#anthologie #12 | Naples Athènes Las Vegas


Il fait nuit noire. J’aime survoler les terres et les mers de nuit. Le nez collé au hublot. Assez facile de se représenter la forme de la botte italienne, je sais d’avance que je n’en apercevrai pas le talon, mais quel plaisir de suivre du bout des yeux, comme si je surlignais du bout du crayon le trait sur la carte, de suivre donc du bout des yeux, en me tordant un peu la nuque, le tracé quasi rectiligne du liséré discontinu de perles de lumières parfois très dispersées, parfois agglutinées formant par endroit un étal plus dense, plus concret, un bord entre terres et mer. Bientôt, la descente s’amorce, le ruban scintillant du littoral s’arrondit en dessinant le contour de la vaste baie de Naples, s’élargit et s’étale sur les hauteurs jusqu’au bord lointain d’une masse sombre, s’étire comme un élastique vers le Sud, quelques minuscules loupiotes clignotent ça et là sur la mer Tyrrhénienne ; Naples rêvée, ses îles et son Vésuve m’attendent.
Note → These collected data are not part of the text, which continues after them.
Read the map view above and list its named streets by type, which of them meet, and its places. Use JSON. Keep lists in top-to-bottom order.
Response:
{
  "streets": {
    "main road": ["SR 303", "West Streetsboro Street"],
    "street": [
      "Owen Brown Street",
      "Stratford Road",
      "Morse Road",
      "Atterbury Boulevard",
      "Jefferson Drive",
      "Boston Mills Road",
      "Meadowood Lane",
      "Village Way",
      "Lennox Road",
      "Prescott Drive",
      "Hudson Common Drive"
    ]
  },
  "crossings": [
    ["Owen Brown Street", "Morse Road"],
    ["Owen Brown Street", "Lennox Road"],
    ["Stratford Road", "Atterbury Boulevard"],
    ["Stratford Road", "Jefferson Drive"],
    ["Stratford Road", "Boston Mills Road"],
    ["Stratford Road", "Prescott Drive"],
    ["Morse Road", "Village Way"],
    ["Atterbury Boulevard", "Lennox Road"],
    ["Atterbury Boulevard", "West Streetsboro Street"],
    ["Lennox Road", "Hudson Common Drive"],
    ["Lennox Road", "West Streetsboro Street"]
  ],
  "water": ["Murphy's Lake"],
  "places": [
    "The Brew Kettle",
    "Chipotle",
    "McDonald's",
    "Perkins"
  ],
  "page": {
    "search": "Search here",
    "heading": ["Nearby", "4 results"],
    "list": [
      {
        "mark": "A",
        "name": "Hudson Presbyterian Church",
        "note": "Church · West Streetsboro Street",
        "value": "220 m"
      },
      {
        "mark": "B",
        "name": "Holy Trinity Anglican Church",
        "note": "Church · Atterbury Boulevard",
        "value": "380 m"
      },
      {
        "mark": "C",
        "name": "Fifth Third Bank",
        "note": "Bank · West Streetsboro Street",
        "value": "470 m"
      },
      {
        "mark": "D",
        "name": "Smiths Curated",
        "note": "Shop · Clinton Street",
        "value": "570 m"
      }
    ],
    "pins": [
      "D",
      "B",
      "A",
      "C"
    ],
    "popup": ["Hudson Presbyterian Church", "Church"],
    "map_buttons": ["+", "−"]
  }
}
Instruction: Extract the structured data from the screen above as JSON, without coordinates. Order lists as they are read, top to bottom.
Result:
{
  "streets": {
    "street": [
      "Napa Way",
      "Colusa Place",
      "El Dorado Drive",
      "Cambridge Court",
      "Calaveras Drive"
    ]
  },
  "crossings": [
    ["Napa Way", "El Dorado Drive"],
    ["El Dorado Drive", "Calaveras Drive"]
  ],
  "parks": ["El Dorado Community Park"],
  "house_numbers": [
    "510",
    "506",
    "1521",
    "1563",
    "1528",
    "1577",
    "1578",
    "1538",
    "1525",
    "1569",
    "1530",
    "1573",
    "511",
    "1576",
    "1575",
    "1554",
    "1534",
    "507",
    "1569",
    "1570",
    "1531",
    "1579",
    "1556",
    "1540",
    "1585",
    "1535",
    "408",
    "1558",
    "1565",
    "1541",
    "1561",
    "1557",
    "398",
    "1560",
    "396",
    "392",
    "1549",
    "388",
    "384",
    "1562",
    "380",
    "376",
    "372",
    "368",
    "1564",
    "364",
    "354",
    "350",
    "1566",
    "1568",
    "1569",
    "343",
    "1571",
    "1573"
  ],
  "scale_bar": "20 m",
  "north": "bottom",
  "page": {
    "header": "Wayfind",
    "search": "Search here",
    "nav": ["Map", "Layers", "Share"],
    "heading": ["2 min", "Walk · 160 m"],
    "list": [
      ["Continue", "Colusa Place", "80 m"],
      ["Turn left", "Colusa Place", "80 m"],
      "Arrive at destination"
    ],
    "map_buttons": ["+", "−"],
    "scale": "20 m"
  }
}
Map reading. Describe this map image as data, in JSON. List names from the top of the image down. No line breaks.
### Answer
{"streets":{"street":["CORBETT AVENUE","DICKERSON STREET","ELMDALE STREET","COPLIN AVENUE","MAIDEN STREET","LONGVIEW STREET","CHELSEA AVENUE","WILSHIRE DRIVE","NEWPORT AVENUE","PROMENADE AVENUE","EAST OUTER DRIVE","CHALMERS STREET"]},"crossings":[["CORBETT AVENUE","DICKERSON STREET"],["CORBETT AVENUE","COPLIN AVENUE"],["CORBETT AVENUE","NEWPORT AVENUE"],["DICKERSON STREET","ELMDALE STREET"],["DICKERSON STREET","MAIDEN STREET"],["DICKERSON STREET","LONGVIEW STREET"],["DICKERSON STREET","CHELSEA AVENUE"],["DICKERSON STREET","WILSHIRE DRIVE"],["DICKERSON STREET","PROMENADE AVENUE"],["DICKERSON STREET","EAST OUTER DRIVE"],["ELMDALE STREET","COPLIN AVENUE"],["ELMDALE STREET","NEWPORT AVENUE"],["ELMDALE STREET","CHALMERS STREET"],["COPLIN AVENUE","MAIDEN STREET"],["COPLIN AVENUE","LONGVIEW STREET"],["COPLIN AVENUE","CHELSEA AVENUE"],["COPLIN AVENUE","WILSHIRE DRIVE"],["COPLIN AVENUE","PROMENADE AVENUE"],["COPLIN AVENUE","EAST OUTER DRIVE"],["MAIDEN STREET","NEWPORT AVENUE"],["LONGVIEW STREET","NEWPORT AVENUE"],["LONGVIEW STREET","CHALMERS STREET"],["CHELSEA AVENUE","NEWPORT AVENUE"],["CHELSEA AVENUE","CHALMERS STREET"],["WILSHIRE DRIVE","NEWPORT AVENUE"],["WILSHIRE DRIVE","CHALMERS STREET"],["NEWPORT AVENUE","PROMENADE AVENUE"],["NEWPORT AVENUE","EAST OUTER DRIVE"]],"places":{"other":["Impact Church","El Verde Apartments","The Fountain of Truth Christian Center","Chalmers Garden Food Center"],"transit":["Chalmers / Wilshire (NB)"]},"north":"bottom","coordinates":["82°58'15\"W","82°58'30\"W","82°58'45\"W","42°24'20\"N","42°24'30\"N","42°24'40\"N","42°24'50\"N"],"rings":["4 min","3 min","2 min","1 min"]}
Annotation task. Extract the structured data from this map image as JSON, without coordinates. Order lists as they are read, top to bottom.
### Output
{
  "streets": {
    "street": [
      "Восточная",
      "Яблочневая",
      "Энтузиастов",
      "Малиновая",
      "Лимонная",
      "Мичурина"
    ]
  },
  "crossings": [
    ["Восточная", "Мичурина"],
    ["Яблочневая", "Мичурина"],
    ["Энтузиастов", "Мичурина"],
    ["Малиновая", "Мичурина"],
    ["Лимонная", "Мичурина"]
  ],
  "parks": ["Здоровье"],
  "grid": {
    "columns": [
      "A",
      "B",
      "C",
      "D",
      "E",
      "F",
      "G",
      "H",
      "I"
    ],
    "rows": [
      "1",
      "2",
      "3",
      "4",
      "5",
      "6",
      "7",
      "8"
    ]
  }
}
C ’est par la route que je suis entrée à Athènes pour la première fois, en 1979, à bord d’un Magic Bus. Réminiscences plutôt que souvenirs. Un alphabet sans ses clés, le ruisseau clair et vif de la langue grecque hélas incomprise, le bruissement des autres langues dans les ruelles touristiques de la vieille ville. Vague sentiment que certaines villes nous appellent du tréfonds de l’ Histoire mais aussi plus secrètement peut-être, du tréfonds de la petite histoire, celle qui s’écrit avec un petit h, on ne serait pas arrivé là tout à fait par hasard, il y aurait l’insistance d’une nécessité intérieure, par exemple celle de voir un jour de ses propres yeux, c’est à dire de toute la présence vivante d’un corps dans un lieu, la trace laissée par les Dieux. Ou bien, la promesse que l’on se serait faite de s’asseoir au moins une fois dans sa vie sur une pierre à la tombée de la nuit dans les gradins du théâtre de Dionysos ; guetter la voix d’Antigone.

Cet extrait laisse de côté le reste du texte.